Takamizawa and Miyamoto examined a soft crystal of terephthalamide about 150 micrometres thick and 59 μm wide. The crystal was initially in what is called the α phase (mother phase) and was pushed with a metal blade, 25 μm wide, against one crystal surface at a speed of 500 μm per minute. The authors found that, when the stress applied by the blade reached a constant value, the crystal underwent a phase transformation into a daughter phase (β phase) at the contacting area between the blade and the surface. Interestingly, the daughter phase grew first along the pushing direction of the blade, but when this phase hit the bottom of the crystal it grew at a right angle to the pushing direction (Fig. 1).

Figure 1: Reversible deformation of a single organic crystal.
Figure 1

Takamizawa and Miyamoto2 pushed a metal blade against a single crystal of terephthalamide and observed how the crystal underwent reversible deformation. The crystal is initially in a crystallographic phase known as the α phase (a). When the blade is pushed against the crystal and the stress applied by it reaches a constant value, the crystal undergoes a phase transformation into a β phase at the contacting area between the blade and the crystal surface. This phase grows first along the pushing direction of the blade (b) and then perpendicularly to this direction, bending the crystal at the interface between the two phases (ce). When the blade is pulled back, the crystal undergoes the reverse transformation (fh), ultimately returning to its initial form (i). The top-right black region in these microscopy images is the blade, and the black region on the left is the glue used to fix the crystal to an underlying stand. Image: Satoshi Takamizawa

As the daughter-phase region grew and propagated, the crystal bent at the interface between the two phases. When the authors pulled the blade back, the area of the daughter phase started to decrease and the crystal underwent the reverse phase transformation, eventually reverting to its original shape. The researchers repeated this transformation cycle 100 times, and showed that the crystal deformed by up to 11.34% of its original shape. The stress necessary to induce the transformation from the mother to the daughter phase is roughly 1,000 times smaller than that for the equivalent transformation in the typical titanium–nickel alloy.

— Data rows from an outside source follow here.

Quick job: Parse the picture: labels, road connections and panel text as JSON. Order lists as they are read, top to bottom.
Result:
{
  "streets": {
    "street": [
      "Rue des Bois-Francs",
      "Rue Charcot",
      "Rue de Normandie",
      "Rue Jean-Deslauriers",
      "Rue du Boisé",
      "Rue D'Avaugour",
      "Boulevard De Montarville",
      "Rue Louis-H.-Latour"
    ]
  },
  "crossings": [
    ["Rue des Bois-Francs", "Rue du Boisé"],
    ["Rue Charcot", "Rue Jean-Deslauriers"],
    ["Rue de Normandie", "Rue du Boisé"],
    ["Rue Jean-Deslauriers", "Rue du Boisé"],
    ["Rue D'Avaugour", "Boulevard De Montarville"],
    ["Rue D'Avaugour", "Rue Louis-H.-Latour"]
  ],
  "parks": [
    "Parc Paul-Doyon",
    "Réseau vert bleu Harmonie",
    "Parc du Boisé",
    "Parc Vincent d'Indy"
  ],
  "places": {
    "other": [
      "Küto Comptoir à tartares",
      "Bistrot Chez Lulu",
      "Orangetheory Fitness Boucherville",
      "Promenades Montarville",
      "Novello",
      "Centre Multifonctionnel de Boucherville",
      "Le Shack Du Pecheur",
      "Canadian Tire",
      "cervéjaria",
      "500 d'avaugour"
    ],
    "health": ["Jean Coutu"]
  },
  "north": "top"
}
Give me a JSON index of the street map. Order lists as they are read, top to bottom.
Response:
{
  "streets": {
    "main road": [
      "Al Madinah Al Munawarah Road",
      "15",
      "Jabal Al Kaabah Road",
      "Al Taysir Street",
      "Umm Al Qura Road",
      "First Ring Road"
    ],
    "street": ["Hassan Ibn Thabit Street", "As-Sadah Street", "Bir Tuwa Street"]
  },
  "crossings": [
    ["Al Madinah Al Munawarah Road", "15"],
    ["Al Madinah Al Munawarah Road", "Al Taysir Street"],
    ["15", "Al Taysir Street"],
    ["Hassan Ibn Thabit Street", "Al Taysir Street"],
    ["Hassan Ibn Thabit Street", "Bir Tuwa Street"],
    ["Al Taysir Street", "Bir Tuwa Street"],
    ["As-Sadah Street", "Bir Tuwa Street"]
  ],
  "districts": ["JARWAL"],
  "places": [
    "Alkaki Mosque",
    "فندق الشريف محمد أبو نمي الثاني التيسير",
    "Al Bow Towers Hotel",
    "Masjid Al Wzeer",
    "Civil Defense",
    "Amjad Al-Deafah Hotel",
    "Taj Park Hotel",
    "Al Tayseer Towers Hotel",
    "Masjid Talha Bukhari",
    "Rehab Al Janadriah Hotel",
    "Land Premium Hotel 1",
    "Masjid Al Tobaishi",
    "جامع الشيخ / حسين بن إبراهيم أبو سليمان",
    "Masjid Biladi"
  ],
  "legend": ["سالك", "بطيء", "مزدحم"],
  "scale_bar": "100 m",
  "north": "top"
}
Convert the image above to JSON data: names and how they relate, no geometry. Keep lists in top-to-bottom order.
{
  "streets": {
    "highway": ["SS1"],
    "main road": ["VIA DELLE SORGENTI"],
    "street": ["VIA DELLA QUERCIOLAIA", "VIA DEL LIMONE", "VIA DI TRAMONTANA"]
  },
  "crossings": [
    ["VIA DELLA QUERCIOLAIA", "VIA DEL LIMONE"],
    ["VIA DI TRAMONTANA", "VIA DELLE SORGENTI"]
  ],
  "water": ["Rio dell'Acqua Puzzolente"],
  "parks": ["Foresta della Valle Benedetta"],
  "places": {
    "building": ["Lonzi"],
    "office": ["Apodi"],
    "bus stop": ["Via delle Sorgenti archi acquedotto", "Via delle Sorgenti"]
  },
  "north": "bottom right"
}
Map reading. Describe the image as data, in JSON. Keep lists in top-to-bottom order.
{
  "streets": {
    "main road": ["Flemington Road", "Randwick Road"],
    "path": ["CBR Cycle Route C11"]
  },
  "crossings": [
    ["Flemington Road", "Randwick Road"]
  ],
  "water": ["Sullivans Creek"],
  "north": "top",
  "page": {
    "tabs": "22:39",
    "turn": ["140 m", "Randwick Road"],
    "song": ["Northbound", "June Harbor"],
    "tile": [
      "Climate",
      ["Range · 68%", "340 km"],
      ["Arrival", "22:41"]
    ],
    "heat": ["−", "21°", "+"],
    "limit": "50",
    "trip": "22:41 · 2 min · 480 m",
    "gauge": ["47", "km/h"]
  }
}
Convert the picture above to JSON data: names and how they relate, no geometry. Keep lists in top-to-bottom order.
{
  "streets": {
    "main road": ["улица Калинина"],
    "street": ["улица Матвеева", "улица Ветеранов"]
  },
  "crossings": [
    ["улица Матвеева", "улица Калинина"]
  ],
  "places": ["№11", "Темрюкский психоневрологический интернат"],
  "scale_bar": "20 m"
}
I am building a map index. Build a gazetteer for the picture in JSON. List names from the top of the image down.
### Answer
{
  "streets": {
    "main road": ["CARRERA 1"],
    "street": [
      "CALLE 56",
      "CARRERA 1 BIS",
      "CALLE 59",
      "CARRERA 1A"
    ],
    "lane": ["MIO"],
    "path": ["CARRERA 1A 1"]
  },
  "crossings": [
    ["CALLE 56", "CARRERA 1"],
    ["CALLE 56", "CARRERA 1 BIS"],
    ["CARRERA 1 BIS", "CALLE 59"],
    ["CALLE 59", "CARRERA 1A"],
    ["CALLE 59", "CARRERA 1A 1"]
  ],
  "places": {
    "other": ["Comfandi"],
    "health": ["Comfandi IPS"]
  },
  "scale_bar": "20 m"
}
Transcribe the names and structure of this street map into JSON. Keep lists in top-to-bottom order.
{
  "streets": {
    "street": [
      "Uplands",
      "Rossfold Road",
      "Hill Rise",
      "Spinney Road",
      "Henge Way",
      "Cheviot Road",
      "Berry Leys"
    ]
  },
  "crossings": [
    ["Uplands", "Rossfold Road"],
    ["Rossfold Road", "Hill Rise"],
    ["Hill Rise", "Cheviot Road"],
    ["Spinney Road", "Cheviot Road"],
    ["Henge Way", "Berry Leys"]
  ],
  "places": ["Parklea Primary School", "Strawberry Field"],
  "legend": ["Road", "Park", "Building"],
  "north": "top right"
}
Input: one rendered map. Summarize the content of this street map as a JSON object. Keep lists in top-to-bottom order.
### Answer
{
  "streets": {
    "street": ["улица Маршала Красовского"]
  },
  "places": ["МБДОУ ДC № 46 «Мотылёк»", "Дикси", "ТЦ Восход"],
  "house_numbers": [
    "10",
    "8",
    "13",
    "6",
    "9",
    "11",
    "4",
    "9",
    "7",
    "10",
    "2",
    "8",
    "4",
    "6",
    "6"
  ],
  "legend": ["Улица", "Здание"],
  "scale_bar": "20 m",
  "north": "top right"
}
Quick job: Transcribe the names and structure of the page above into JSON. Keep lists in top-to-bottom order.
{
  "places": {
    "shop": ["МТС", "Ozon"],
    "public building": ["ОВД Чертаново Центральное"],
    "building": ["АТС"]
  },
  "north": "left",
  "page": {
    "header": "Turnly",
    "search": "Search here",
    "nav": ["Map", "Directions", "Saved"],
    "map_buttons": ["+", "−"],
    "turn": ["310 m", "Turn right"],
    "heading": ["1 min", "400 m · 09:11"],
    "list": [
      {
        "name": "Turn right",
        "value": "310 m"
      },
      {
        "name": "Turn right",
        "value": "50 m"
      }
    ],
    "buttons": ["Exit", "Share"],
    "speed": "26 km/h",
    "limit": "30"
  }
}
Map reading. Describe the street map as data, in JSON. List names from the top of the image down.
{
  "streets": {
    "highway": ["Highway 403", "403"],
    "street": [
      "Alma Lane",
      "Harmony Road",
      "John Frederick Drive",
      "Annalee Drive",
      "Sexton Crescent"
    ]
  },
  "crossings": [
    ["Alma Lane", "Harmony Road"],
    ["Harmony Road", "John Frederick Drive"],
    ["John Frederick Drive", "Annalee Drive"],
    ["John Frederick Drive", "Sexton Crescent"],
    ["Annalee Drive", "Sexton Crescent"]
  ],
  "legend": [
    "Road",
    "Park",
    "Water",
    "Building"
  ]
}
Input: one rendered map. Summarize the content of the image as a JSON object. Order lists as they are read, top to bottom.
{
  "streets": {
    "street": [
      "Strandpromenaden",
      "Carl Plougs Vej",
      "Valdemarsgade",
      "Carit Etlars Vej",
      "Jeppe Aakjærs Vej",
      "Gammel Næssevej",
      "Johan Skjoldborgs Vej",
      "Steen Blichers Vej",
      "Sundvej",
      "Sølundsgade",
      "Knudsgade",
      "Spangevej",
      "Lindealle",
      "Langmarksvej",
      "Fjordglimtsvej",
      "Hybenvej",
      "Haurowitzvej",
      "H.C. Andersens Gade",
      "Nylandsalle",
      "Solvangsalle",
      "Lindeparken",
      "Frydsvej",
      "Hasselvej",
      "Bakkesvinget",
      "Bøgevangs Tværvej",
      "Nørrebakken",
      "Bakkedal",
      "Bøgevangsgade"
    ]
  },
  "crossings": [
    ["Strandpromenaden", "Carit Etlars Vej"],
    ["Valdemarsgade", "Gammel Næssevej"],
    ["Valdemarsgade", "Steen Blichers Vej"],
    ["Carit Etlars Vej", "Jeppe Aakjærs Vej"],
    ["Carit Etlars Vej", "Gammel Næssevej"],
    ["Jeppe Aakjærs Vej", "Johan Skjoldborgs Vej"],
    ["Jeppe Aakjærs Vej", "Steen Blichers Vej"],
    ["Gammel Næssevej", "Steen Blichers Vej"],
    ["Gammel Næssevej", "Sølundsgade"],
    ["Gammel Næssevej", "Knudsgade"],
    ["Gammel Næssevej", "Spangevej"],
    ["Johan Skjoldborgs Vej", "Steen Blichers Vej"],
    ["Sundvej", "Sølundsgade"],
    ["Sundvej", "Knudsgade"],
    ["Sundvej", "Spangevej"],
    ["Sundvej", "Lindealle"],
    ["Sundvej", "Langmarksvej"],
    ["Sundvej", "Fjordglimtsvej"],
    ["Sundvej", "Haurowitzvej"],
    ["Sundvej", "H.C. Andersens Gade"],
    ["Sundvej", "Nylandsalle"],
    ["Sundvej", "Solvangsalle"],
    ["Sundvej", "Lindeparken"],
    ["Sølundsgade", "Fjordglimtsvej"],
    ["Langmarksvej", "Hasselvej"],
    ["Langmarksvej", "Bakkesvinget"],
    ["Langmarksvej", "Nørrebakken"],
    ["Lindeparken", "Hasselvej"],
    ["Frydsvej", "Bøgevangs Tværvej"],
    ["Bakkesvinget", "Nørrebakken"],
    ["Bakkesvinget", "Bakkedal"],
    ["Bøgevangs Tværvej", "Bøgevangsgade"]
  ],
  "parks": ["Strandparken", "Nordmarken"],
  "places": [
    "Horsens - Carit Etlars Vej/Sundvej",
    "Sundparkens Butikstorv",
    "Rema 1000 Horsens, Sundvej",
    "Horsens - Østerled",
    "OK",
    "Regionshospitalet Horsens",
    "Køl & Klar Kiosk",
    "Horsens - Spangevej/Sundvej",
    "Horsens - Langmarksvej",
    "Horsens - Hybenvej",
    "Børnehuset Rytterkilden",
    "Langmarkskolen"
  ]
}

In the terephthalamide crystal, molecules associate to form sheets that are held together by a network of hydrogen bonds. Because each terephthalamide molecule has four sites with which to form hydrogen bonds, owing to the presence of an amide group (CONH2) at each end of the molecule's benzene ring, the network contains end-to-end double hydrogen bonds along the long axis of the molecule and side-to-side double hydrogen bonds along its short axis. These two-dimensional structures stack together to form the three-dimensional crystal. Takamizawa and Miyamoto found that in the β phase the terephthalamide molecules are more densely packed than in the α phase, but that the hydrogen-bond network is maintained. And this latter feature turns out to be the key to superelasticity.

The intermolecular forces that hold organic crystals together are usually much weaker than the interatomic covalent forces that bind together alloys and ceramics. However, in the present system, the collective hydrogen-bond network along the long and short axes of terephthalamide strengthens the otherwise weak intermolecular forces enough to prevent the crystal from fracturing on application of stress. More generally, the authors' study demonstrates the importance of hydrogen bonds in the supramolecular architectures of soft materials5. Because hydrogen bonds are much weaker than covalent bonds, supramolecular structures based on hydrogen bonds are more flexible against applied perturbations such as mechanical force, heat and light. This flexibility means that dissociation and association of the components that make up the supramolecular structure take place easily on application of such external stimuli, dissipating the applied perturbation smoothly6.

Soft superelastic materials could find several applications. For example, in microfluidic devices, the pressure of the fluid that flows in microchannels needs to be maintained below a crucial level to avoid damage to the channels. Generally, external pumps or internal valves control such pressure, but independent sensors are used to measure it. A superelastic organic crystal such as that presented here could be used to make internal valves that both sense and control the pressure in these devices. Such superelastic materials could also act as fillers in shock absorbers designed to dampen shock and vibration.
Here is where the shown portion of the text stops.